I hate unsolicited phone calls and email offers I have not signed to. This blog receives over 200 comment submissions daily and some of my email accounts receive even more emails. Thanks to effective spam filtering software I don’t have to read most of them but that doesn’t make me hate spammers less.
All three terms above relate to spam which has become inevitable part of our daily life. I am not going to tell you about Penis Enlargement Pills. I hope you are smart enough to not engage into this type of ripoff. But who are the other two animals?
You have probably received emails with an embedded image inside selling a penny stock of some small company. That company is real and to make the sale pitch look convincing, the text inside that image often points to real events or a news release.
The economics of this scam is pretty simple. Spammers invest into a penny stock of a small company. Small companies have few outstanding shares and their stock price is relatively easy to sway. People receive email spam, buy the stock, and by doing so raise the stock price short term. Meanwhile the spammers sell the stock profiting from the higher price.
The important part here is “short term”. There is a very good chance the stock will go down the next day or even later the same day. But don’t take my word for it, look at this website that monitors daily stock spam activity. You can see from the charts that buying these stocks is a guaranteed way to lose money!

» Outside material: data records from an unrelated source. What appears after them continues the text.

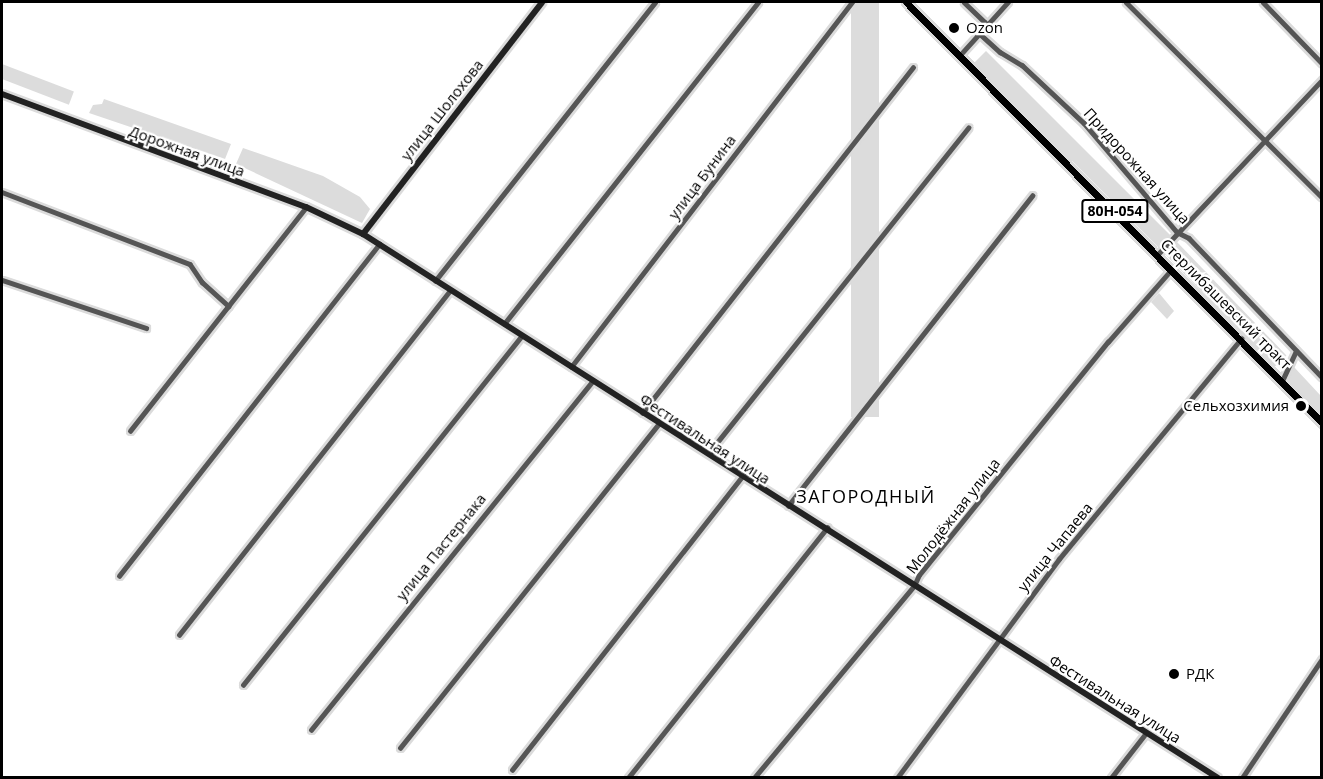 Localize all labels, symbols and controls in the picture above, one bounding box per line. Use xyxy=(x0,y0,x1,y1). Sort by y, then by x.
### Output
place label: Ozon xyxy=(966,19,1003,37)
marker: Ozon xyxy=(947,21,961,35)
street label: улица Шолохова xyxy=(397,56,487,164)
street label: Придорожная улица xyxy=(1080,104,1194,228)
street label: Дорожная улица xyxy=(127,122,247,180)
street label: улица Бунина xyxy=(664,131,740,223)
road number: 80Н-054 xyxy=(1080,200,1150,222)
street label: Стерлибашевский тракт xyxy=(1157,235,1295,373)
street label: Фестивальная улица xyxy=(636,390,774,488)
place label: Сельхозхимия xyxy=(1183,397,1289,415)
marker: Сельхозхимия xyxy=(1294,399,1308,413)
street label: Молодёжная улица xyxy=(902,455,1004,577)
district label: ЗАГОРОДНЫЙ xyxy=(796,485,936,507)
street label: улица Пастернака xyxy=(392,490,490,604)
street label: улица Чапаева xyxy=(1014,499,1096,595)
street label: Фестивальная улица xyxy=(1046,651,1184,747)
place label: РДК xyxy=(1186,665,1214,683)
marker: РДК xyxy=(1167,667,1181,681) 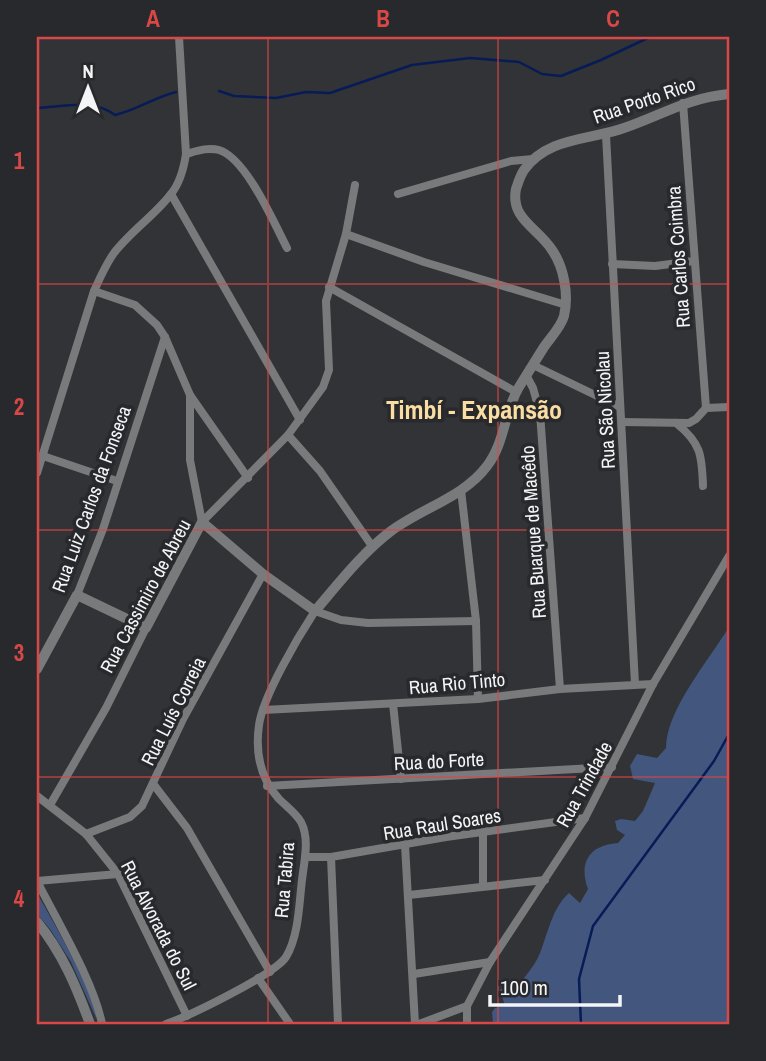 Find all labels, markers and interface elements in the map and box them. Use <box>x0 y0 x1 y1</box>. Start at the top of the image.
text: A <box>146 3 160 34</box>
text: B <box>376 3 390 34</box>
text: C <box>606 3 620 34</box>
north arrow <box>52 52 122 122</box>
text: N <box>82 58 94 84</box>
street label: Rua Porto Rico <box>589 70 699 130</box>
text: 1 <box>14 145 25 176</box>
street label: Rua Carlos Coimbra <box>660 185 696 329</box>
street label: Rua São Nicolau <box>589 351 621 469</box>
text: 2 <box>14 391 24 422</box>
district label: Timbí - Expansão <box>386 392 562 427</box>
street label: Rua Luiz Carlos da Fonseca <box>45 402 137 596</box>
street label: Rua Buarque de Macêdo <box>514 445 552 619</box>
street label: Rua Cassimiro de Abreu <box>93 515 197 677</box>
text: 3 <box>14 637 24 668</box>
street label: Rua Luís Correia <box>134 652 212 770</box>
street label: Rua Rio Tinto <box>408 666 506 700</box>
street label: Rua Trindade <box>550 736 618 832</box>
street label: Rua do Forte <box>393 746 485 776</box>
street label: Rua Raul Soares <box>381 802 503 846</box>
street label: Rua Tabira <box>268 841 300 919</box>
street label: Rua Alvorada do Sul <box>115 856 203 994</box>
text: 4 <box>14 883 25 914</box>
scale bar <box>490 963 619 1007</box>
text: 100 m <box>500 973 548 1002</box> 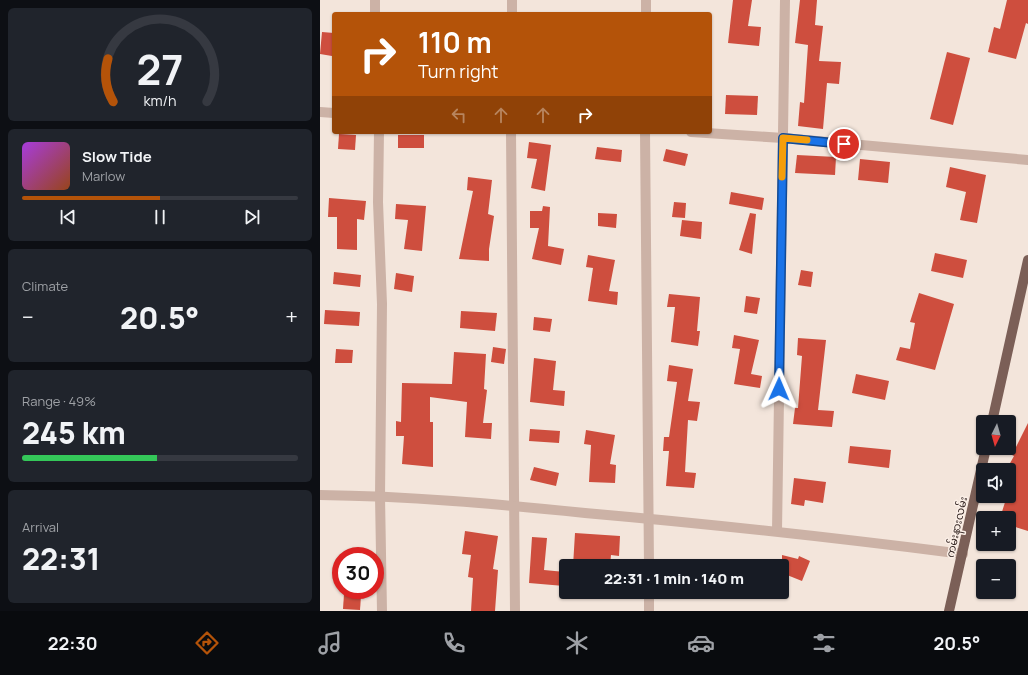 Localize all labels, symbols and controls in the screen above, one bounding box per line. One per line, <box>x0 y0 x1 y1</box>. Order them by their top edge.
text: 110 m <box>418 23 492 61</box>
icon: right <box>352 28 404 80</box>
text: 27 <box>137 41 183 97</box>
text: Turn right <box>418 59 499 83</box>
text: km/h <box>143 91 177 110</box>
icon: left <box>448 104 470 126</box>
icon: ahead <box>490 104 512 126</box>
icon: ahead <box>532 104 554 126</box>
icon: right <box>574 104 596 126</box>
pin <box>827 127 861 161</box>
icon: arrive <box>833 133 855 155</box>
text: Slow Tide <box>82 146 152 167</box>
text: Marlow <box>82 167 125 185</box>
icon: previous <box>57 206 79 228</box>
icon: pause <box>149 206 171 228</box>
icon: next <box>241 206 263 228</box>
text: Climate <box>22 277 68 295</box>
text: 20.5° <box>120 297 199 338</box>
text: − <box>22 302 34 332</box>
text: + <box>285 302 298 332</box>
position arrow <box>758 368 800 410</box>
text: Range · 49% <box>22 392 96 410</box>
text: 245 km <box>22 412 126 453</box>
north arrow <box>976 415 1016 455</box>
map controls <box>976 415 1016 599</box>
button: sound <box>976 463 1016 503</box>
street label: ကမ်းနားလမ်း <box>942 495 972 560</box>
button: + <box>976 511 1016 551</box>
text: Arrival <box>22 518 59 536</box>
text: 22:31 <box>22 538 100 579</box>
speed limit sign: 30 <box>332 547 384 599</box>
button: − <box>976 559 1016 599</box>
text: 22:31 · 1 min · 140 m <box>604 568 744 589</box>
icon: directions <box>193 629 221 657</box>
icon: music <box>316 629 344 657</box>
icon: phone <box>440 629 468 657</box>
icon: climate <box>563 629 591 657</box>
icon: car <box>687 629 715 657</box>
icon: filters <box>810 629 838 657</box>
text: 22:30 <box>48 631 98 655</box>
text: 20.5° <box>934 631 980 655</box>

Another popular type of email spam is aimed at stealing your banking or credit card credentials. This is called phishing. The email sender attempts to obtain your sensitive financial information by impersonating a bank, credit card agency, IRS, or another financial institution. What happens after spammers obtain this data? This is where a Money Mule gets involved.
Have you ever seen ads offering stay-at-home jobs titled “shipping manager” or “regional assistant” and offering lucrative salaries with high commissions? Some of these are attempts to enlist people to transfer illegal funds obtained via above mentioned phishing scam. Many of the spammers operate out of third world countries and don’t have US banking accounts.
Money Mules are spammers’ helpers who represent the last link in the phishing chain. Without a Money Mule, spammers can’t really do anything with the stolen credit card credentials.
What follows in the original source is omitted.